Stored data entries
== Segment start ==

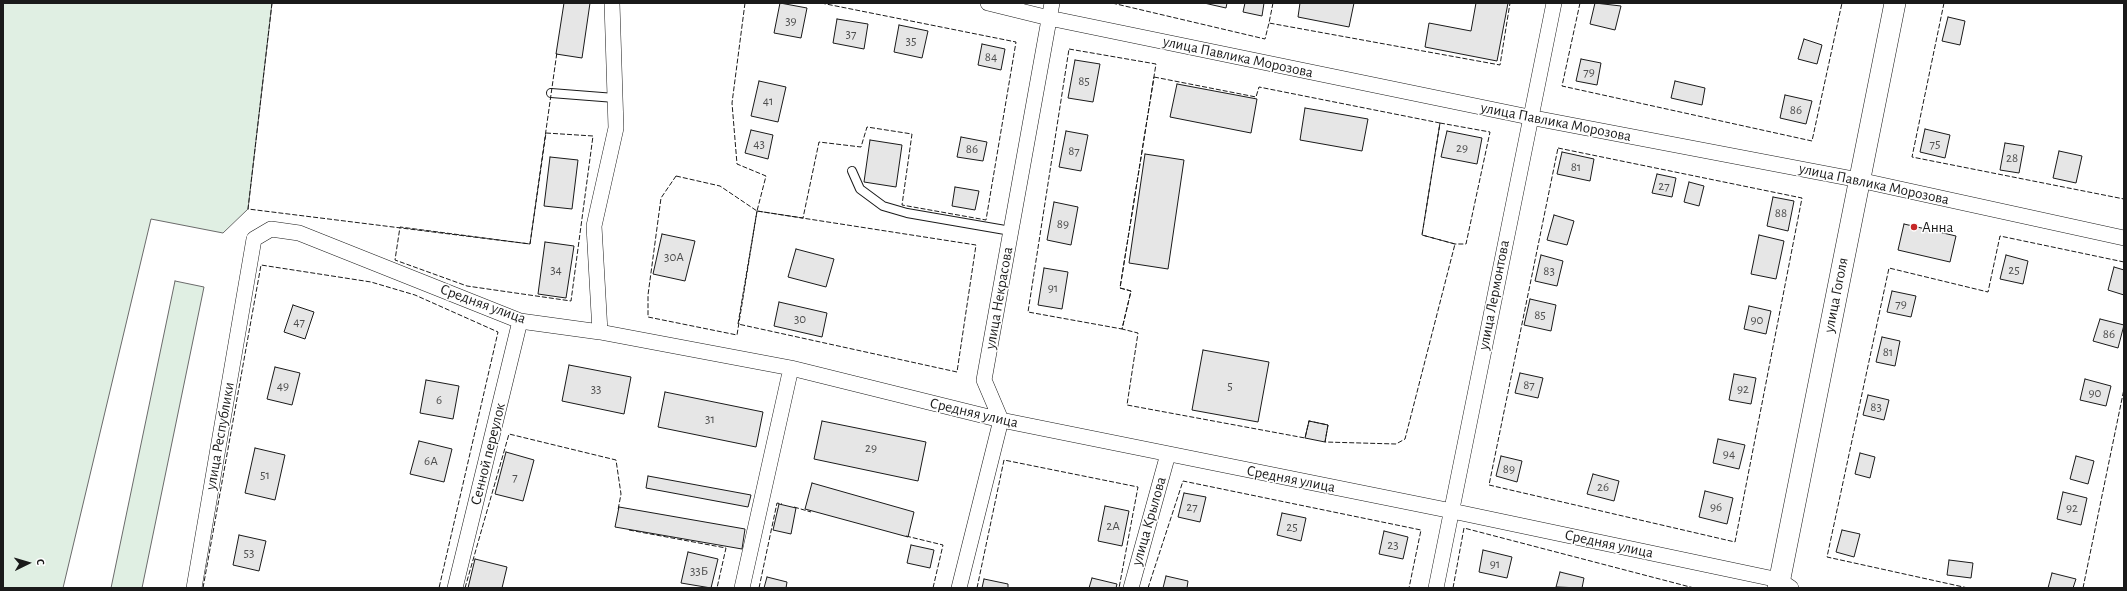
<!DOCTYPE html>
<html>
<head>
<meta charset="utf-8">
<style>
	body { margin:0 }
	#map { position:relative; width:2127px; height:591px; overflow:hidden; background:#fff; font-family:"Alegreya Sans",sans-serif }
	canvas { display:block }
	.frame { position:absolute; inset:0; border:4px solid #1a1a1a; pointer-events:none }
	.north { position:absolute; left:8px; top:543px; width:40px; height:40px; -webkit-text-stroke:3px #fff; paint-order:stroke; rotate:85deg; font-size:11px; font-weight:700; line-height:16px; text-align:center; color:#1a1a1a }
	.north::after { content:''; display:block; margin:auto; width:14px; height:18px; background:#1a1a1a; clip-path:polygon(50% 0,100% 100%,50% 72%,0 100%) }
</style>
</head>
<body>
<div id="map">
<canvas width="2127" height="591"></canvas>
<div class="frame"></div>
<div class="north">С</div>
</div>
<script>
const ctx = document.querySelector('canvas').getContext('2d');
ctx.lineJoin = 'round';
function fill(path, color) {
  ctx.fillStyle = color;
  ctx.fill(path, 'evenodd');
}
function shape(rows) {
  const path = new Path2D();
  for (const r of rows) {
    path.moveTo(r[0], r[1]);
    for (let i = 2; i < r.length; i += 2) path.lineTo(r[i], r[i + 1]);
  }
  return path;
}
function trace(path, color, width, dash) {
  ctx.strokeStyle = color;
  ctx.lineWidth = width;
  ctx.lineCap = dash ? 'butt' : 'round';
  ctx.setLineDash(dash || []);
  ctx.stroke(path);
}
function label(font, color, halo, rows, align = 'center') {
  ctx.font = font + ' "Alegreya Sans",sans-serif';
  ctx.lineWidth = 3;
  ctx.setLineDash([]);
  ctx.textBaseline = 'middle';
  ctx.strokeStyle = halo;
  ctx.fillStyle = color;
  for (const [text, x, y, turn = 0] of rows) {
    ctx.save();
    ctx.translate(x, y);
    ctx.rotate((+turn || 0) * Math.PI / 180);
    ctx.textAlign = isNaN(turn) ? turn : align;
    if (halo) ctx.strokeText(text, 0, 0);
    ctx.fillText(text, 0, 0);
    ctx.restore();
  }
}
const green = shape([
	[3,3,272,3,248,209,223,233,151,219,63,588,3,588,3,3],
	[175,281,204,287,142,588,111,588,175,281]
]);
fill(green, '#e0efe3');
trace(green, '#6a6a6a', 1);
const building = shape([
	[564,3,590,3,582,58,556,54,564,3],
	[780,3,807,8,801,38,774,33,780,3],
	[1204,3,1227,3,1226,8,1204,3],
	[1245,3,1264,3,1262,16,1243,12,1245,3],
	[1300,3,1354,3,1349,27,1298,17,1300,3],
	[1476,3,1508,3,1497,61,1425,47,1429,23,1471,31,1476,3],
	[1595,3,1621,6,1615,30,1590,24,1595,3],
	[1948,17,1965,21,1960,45,1942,41,1948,17],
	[837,19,868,24,864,49,833,43,837,19],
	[899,25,928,31,922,58,894,52,899,25],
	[1804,39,1822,45,1817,64,1798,59,1804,39],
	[982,44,1005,49,1001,70,978,65,982,44],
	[1581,59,1601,63,1597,85,1576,81,1581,59],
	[1075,60,1100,64,1093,102,1068,98,1075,60],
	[759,81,786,87,778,122,751,116,759,81],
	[1675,81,1705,88,1702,105,1671,98,1675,81],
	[1177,84,1257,99,1251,133,1170,117,1177,84],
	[1785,95,1812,101,1806,124,1780,118,1785,95],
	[1305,108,1368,119,1362,151,1300,140,1305,108],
	[1925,129,1950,135,1945,158,1920,152,1925,129],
	[751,130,773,135,768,159,745,153,751,130],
	[1066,131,1088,135,1081,171,1059,167,1066,131],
	[1447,131,1482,138,1477,164,1441,157,1447,131],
	[961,137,987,142,983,161,957,157,961,137],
	[870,140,902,145,896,187,864,182,870,140],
	[2005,143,2024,146,2019,173,2000,170,2005,143],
	[2059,151,2082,156,2076,183,2053,178,2059,151],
	[1562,152,1594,159,1590,181,1557,174,1562,152],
	[1145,154,1184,160,1168,269,1129,263,1145,154],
	[550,157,578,160,572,209,544,206,550,157],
	[1657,174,1676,178,1672,197,1652,193,1657,174],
	[1689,182,1704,186,1699,206,1684,202,1689,182],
	[955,187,979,191,975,210,952,206,955,187],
	[1773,197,1794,201,1788,231,1767,226,1773,197],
	[1054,202,1078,207,1071,245,1047,240,1054,202],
	[1554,215,1574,221,1567,245,1547,240,1554,215],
	[1904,224,1956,236,1950,262,1898,250,1904,224],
	[662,234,695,241,685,281,653,274,662,234],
	[1759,235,1784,241,1776,279,1751,274,1759,235],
	[545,242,574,246,566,298,538,294,545,242],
	[796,249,834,259,826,287,788,277,796,249],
	[1541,255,1563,261,1557,286,1535,281,1541,255],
	[2006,255,2028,261,2023,284,2000,279,2006,255],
	[2114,267,2124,270,2124,295,2108,290,2114,267],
	[1044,268,1068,272,1062,309,1038,305,1044,268],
	[1892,291,1916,296,1911,317,1887,312,1892,291],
	[1530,299,1556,305,1551,331,1524,325,1530,299],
	[779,302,827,313,822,337,774,326,779,302],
	[293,305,314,312,305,339,284,332,293,305],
	[1749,306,1771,311,1766,334,1744,329,1749,306],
	[2100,319,2124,325,2118,348,2093,341,2100,319],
	[1882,337,1900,341,1895,366,1876,362,1882,337],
	[1203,350,1269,362,1258,422,1192,410,1203,350],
	[569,365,631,377,624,414,562,401,569,365],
	[275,367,300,373,292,405,267,399,275,367],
	[1520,373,1543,378,1538,398,1515,393,1520,373],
	[1734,374,1756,378,1751,404,1729,400,1734,374],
	[2085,379,2111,386,2106,406,2080,400,2085,379],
	[426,380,459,386,453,419,420,413,426,380],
	[665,392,763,412,756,447,658,427,665,392],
	[1868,395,1889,400,1884,420,1863,415,1868,395],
	[822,421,926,442,918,481,814,459,822,421],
	[1309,421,1328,425,1325,442,1305,438,1309,421],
	[1718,439,1745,445,1739,469,1713,463,1718,439],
	[419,441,452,449,444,482,410,474,419,441],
	[255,448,285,455,275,500,245,493,255,448],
	[506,452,534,460,523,501,495,494,506,452],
	[1860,453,1875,457,1870,478,1855,474,1860,453],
	[1501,456,1522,461,1517,482,1496,476,1501,456],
	[2076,456,2094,461,2088,484,2070,479,2076,456],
	[1593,474,1619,481,1614,501,1587,494,1593,474],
	[648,476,751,495,748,507,646,488,648,476],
	[812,483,914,512,908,537,805,509,812,483],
	[1705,491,1733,498,1727,524,1699,517,1705,491],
	[2063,492,2087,498,2081,525,2057,519,2063,492],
	[1184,493,1206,497,1200,522,1178,517,1184,493],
	[779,504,796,508,791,534,773,530,779,504],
	[1105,506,1129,511,1122,546,1098,541,1105,506],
	[619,507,745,529,742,549,615,527,619,507],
	[1282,513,1306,518,1301,541,1277,535,1282,513],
	[1842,530,1860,534,1854,557,1836,552,1842,530],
	[1384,531,1408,537,1403,559,1379,554,1384,531],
	[239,535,266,541,259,571,233,565,239,535],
	[911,545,934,550,930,568,907,563,911,545],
	[1483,550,1512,557,1507,578,1479,572,1483,550],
	[688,552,718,559,711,588,681,583,688,552],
	[475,559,507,567,502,588,468,588,475,559],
	[1949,560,1973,563,1971,578,1947,575,1949,560],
	[1560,572,1584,578,1582,588,1556,587,1560,572],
	[2052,573,2076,579,2073,588,2048,588,2052,573],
	[1166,576,1188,581,1187,588,1163,588,1166,576],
	[767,577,787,582,786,588,764,588,767,577],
	[1092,578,1117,584,1116,588,1089,588,1092,578],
	[984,579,1008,584,1008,588,982,588,984,579]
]);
fill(building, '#e6e6e6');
trace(building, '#1a1a1a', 1);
const lane = shape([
	[551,93,615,98],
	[852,171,860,189,883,206,907,213,1011,231]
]);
const street = shape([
	[988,3,1049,18,1529,117,1859,180,2124,238],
	[600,332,594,226,616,128,612,3],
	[194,588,254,239,271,229,299,233,520,321,600,332,791,368,1001,420,1452,511,1779,580,1791,588],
	[455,588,520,321],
	[742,588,791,368],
	[959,588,1001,420,984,380,1052,3],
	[1131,588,1168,454],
	[1436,588,1554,3]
]);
const secondary = shape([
	[1778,588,1895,3]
]);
trace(lane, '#1a1a1a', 10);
trace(street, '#1a1a1a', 16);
trace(secondary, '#1a1a1a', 22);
trace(lane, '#fff', 8);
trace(street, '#fff', 15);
trace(secondary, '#fff', 21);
trace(shape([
	[272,3,248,209,530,244,557,52],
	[745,3,732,103,737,164,766,176,757,211,803,218,819,142,861,147,867,127,912,134,902,205,986,220,1016,42,821,3],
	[1112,3,1265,39,1269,23],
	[1273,3,1269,23,1500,65,1510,3],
	[1580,3,1562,86,1812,141,1842,3],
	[1944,3,1912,157,2124,199],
	[1069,49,1156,64,1120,288,1131,291,1122,329,1028,312,1069,49],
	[1154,77,1256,97,1259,87,1440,123,1422,235,1455,244,1405,439,1396,444,1325,442,1328,425,1309,421,1305,438,1127,405,1138,333,1122,329,1131,291,1120,288,1154,77],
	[1440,123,1490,132,1466,244,1455,244,1422,235,1440,123],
	[546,133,593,136,571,301,467,286,395,260,400,227,530,244,546,133],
	[1558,148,1802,198,1735,542,1489,485,1558,148],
	[676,176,720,186,757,211,737,335,648,317,648,295,661,198,676,176],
	[757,211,976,245,957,372,738,324,757,211],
	[794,507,811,512],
	[629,530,726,548,717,588],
	[906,536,943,545,933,588],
	[203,588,261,265,371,282,415,295,498,332,439,588],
	[465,588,509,434,616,460,621,494,618,510],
	[759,588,777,503,782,504],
	[977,588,1004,460,1138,487,1119,588],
	[1148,588,1183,481,1421,530,1409,588],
	[1453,588,1464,528,1694,588],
	[1968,588,1827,557,1889,268,1988,292,2000,236,2124,262],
	[2083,588,2124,389]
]), '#1a1a1a', 1, [5, 2]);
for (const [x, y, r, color] of [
	[1914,227,4,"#c62828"]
]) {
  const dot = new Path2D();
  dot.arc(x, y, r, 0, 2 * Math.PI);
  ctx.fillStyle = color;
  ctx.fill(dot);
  trace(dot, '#fff', 1.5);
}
label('13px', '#4d4d4d', null, [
	["39",791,21],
	["37",851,34],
	["35",911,41],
	["84",991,57],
	["79",1589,72],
	["85",1084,81],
	["41",768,101],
	["86",1796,110],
	["43",759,144],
	["75",1935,144],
	["29",1462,148],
	["86",972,149],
	["87",1074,151],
	["28",2012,158],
	["81",1576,167],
	["27",1664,186],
	["88",1781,213],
	["89",1063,224],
	["30А",674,257],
	["34",556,270],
	["25",2014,270],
	["83",1549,271],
	["91",1053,288],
	["79",1901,304],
	["85",1540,315],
	["30",800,319],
	["90",1757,320],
	["47",299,322],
	["86",2109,334],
	["81",1888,352],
	["87",1529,385],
	["49",283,386],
	["5",1230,386],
	["33",596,389],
	["92",1743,389],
	["90",2095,393],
	["6",439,400],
	["83",1876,407],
	["31",710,419],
	["29",871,448],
	["94",1729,454],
	["6А",431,461],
	["89",1509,469],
	["51",265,475],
	["7",515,477],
	["26",1603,487],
	["27",1192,507],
	["96",1716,507],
	["92",2072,508],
	["2А",1113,526],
	["25",1292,527],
	["23",1393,545],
	["53",249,553],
	["91",1495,564],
	["33Б",699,571]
]);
label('15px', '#1a1a1a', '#fff', [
	["улица Павлика Морозова",1238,57,12],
	["улица Павлика Морозова",1556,122,11],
	["улица Павлика Морозова",1874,184,12],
	["улица Лермонтова",1494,295,-79],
	["улица Гоголя",1836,295,-79],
	["улица Некрасова",999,298,-80],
	["Средняя улица",483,304,20],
	["Средняя улица",974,413,13],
	["улица Республики",220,436,-80],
	["Сенной переулок",488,454,-76],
	["Средняя улица",1291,479,11],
	["улица Крылова",1149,521,-74],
	["Средняя улица",1609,544,12]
]);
label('15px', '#1a1a1a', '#fff', [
	["Анна",1922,227]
], 'left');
</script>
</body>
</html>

== Segment end ==

- EXERCISE
Your answer should consist only of the lines above between the line holding "ctx.lineJoin = 'round';" and the line holding "function trace(path, color, width, dash)", inclusive, each transcribed exactly.

- TASK ANSWER
ctx.lineJoin = 'round';
function fill(path, color) {
  ctx.fillStyle = color;
  ctx.fill(path, 'evenodd');
}
function shape(rows) {
  const path = new Path2D();
  for (const r of rows) {
    path.moveTo(r[0], r[1]);
    for (let i = 2; i < r.length; i += 2) path.lineTo(r[i], r[i + 1]);
  }
  return path;
}
function trace(path, color, width, dash) {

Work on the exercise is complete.